More research into the role bacteria play in health is under way as part of the Human Microbiome Project at the National Institutes of Health. “We are just at the very beginning of this field,” says program director Lita Proctor.

One study funded by the project is looking at what changes occur in the microbiome of pregnant women as birth approaches; another is tracking how stresses such as a divorce, job loss or bout of the flu may alter the gut bacteria in people who are pre-diabetic and possibly trigger full-blown Type II diabetes.

Scientists are also hoping to learn more about human bacteria through crowdsourcing. To date, about 7,000 people have sent stool or saliva samples to the American Gut Project, based at the University of Colorado, along with information about their diet, health and lifestyle habits. For $99 and up, donors get a statistical profile of their microbiome—and researchers get a wealth of data to explore.
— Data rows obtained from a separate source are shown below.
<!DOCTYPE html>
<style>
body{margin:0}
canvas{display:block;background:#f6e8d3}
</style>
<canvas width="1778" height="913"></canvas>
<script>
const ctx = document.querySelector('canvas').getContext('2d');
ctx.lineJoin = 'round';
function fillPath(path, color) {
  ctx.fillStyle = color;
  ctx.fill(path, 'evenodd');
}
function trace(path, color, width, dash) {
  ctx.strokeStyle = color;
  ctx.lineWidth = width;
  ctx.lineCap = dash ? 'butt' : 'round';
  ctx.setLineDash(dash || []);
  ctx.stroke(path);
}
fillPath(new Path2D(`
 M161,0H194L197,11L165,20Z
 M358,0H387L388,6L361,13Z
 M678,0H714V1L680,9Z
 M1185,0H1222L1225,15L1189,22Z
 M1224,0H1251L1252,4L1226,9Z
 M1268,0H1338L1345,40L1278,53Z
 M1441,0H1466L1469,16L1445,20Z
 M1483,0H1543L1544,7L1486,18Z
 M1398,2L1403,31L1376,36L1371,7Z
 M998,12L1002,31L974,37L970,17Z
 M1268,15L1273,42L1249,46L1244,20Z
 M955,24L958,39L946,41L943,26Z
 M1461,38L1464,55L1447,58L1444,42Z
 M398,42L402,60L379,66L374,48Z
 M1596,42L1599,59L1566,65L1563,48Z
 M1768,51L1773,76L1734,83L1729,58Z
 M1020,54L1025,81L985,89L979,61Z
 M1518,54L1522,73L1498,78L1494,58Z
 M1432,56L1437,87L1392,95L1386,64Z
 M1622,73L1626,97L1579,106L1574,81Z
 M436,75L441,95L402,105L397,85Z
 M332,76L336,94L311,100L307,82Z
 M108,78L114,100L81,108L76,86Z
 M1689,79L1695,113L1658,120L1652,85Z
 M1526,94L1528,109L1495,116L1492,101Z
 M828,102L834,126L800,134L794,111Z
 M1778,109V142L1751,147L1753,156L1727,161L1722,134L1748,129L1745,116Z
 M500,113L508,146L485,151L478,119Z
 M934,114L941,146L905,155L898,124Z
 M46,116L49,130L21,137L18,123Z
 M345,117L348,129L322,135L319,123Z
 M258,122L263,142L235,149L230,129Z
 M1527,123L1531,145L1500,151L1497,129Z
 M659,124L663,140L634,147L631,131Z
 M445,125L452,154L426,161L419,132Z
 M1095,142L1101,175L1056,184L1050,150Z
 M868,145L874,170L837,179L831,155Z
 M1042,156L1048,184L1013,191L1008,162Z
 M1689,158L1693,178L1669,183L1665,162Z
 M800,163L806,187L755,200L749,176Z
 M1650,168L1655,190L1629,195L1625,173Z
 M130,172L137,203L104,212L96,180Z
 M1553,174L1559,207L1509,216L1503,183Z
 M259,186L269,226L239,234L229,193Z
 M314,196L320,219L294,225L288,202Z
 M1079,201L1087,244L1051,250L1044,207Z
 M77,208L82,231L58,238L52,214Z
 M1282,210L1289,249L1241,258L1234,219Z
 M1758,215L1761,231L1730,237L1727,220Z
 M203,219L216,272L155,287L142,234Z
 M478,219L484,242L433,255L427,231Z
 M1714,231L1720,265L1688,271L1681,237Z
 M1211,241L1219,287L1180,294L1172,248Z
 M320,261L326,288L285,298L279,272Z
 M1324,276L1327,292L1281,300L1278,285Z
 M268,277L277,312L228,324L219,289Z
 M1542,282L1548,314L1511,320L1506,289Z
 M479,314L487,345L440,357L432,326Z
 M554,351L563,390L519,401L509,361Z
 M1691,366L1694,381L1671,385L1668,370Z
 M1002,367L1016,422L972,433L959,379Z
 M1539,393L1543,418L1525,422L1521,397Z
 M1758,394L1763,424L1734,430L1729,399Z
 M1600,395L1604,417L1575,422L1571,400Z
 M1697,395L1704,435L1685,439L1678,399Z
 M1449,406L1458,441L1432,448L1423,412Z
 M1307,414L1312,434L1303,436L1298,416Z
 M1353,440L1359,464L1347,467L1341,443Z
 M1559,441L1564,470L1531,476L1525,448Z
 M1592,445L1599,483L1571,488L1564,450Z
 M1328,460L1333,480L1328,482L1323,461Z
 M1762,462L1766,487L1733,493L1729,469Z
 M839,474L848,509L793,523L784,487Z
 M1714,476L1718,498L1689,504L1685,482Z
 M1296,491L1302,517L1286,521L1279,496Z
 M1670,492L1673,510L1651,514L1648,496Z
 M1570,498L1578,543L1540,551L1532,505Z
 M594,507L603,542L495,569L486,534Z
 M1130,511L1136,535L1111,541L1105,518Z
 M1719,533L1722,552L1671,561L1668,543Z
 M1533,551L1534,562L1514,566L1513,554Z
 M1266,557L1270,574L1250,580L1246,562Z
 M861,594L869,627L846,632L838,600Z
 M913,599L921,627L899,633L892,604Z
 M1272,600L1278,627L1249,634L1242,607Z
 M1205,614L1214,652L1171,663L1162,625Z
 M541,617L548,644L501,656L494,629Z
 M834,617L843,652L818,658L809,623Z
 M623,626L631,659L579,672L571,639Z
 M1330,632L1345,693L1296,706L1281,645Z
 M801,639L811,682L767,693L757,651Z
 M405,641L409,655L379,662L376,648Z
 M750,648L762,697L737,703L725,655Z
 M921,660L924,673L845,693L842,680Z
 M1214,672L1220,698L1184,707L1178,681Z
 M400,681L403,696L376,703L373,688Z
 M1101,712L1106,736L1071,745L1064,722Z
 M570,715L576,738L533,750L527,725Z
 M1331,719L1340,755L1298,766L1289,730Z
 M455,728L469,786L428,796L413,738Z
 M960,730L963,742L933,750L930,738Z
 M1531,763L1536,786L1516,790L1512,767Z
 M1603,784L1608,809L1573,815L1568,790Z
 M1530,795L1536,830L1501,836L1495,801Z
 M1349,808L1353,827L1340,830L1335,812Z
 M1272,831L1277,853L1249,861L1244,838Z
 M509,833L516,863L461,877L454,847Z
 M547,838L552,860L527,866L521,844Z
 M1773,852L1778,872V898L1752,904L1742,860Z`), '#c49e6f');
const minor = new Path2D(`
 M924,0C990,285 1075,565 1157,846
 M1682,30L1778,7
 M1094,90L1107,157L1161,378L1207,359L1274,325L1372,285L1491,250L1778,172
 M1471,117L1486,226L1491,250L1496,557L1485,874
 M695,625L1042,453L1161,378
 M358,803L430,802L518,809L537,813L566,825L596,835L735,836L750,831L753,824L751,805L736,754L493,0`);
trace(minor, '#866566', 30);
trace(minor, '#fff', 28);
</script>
“We’re finding that the microbiome is affected not just by age and antibiotics, but how many plants you eat, how much alcohol you drink, how much you exercise and how much sleep you get on average,” says microbiologist Rob Knight, the project’s co-founder.

A British version began last month. Some volunteers are joining pilot studies to see how much they can alter their gut bacteria by changing their diet for three days. “I did one eating masses of unprocessed cheese,” says Dr. Spector, who founded British Gut. It didn’t change his gut bacteria significantly, he says, “but it put me off cheese for a bit.”

Most microbiologists say the legions of yogurts, smoothies, supplements and other products packed with “probiotics” on the market are probably harmless, but largely untested and unregulated with little evidence to back up the claims.